Now Aristotle came along with a bit more science to his soul. He said we humans are creatures of reason, and we’re at our best when we live like it. Eudaimonia—that’s their fancy word for deep well-being—isn’t just a feeling. It’s a way of being, a life soaked in purpose and lit by virtue. He believed that to flourish, you can’t just sit around with good intentions. You’ve got to act right. Be useful. Sharpen your gifts. Live with aim.

Epicurus? He thought pleasure was the goal, but not the kind you find at the bottom of a margarita. He meant the kind of peace that comes from knowing you’re living clean, living true. He saw virtue as the road that leads to joy, even if it isn’t always paved.

Now the Stoics—they were tough as a two-dollar steak. They said virtue is the only thing that matters. Storms may come, fortunes may fall, but if your soul’s steady, you’re rich in all the ways that count. They didn’t care much for gold or beauty or power. They believed your worth was in your choices, your grit, your grace under pressure. And honey, that’s something the modern world needs a heap more of.

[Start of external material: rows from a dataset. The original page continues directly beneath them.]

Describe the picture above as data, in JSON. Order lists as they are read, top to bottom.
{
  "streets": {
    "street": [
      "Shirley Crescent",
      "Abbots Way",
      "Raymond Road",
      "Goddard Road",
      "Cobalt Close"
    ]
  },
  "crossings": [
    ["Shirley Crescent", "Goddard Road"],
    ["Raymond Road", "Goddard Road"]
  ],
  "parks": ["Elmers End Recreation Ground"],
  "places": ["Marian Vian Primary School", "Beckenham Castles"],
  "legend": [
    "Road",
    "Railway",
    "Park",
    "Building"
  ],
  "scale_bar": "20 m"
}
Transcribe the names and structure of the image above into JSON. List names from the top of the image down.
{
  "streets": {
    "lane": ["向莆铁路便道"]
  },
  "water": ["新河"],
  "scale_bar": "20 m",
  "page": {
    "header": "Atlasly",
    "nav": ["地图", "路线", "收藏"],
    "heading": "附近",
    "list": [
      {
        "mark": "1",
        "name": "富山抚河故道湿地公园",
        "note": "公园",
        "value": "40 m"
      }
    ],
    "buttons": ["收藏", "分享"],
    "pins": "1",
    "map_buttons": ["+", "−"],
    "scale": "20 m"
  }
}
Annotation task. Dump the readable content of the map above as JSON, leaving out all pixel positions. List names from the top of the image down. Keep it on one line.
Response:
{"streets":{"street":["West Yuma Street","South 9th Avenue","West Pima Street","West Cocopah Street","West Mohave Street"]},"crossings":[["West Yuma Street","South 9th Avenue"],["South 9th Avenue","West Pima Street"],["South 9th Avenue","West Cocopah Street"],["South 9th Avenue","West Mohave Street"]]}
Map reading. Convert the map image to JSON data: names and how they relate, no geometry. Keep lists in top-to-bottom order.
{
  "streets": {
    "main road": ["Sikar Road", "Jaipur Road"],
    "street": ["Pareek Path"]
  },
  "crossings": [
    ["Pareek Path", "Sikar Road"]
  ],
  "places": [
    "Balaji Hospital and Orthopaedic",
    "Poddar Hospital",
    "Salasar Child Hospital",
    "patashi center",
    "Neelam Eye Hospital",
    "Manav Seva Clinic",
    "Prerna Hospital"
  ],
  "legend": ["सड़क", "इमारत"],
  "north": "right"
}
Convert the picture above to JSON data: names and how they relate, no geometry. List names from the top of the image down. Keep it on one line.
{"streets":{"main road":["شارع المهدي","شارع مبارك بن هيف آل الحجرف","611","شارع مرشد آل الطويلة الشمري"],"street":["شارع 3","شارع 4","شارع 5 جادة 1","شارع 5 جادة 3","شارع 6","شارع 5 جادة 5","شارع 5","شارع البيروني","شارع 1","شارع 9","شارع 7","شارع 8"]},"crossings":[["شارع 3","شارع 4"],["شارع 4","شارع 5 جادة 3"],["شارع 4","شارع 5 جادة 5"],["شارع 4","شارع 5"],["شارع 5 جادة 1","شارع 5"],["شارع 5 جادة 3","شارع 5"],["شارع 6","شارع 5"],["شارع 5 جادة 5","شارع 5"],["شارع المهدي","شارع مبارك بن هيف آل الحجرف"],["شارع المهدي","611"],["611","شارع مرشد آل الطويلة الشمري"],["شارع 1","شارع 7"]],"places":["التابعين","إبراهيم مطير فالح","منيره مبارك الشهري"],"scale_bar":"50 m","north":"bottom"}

As for Viktor Frankl—he came much later, but he spoke like a man who’d walked through fire - because he did. He said life’s meaning isn’t handed to you—it’s carved out in how you suffer, how you love, and how you create. Even when all else is stripped away, you still get to choose your attitude. That, my dear, is soul-deep freedom.

And then there’s rhetoric. Lord, don’t get me started. It used to be the art of persuasion, of moving folks with your words, not manipulating them. Aristotle called it “the ability to see what will persuade in any given situation,” and Cicero—now he believed a real orator needed a good heart, not just a silver tongue.

But rhetoric’s a double-edged pie cutter. It can serve the truth or dress up a lie in pearls and perfume. The Greeks feared that slick talkers could lead the crowd straight off a cliff—and history’s shown they weren’t wrong.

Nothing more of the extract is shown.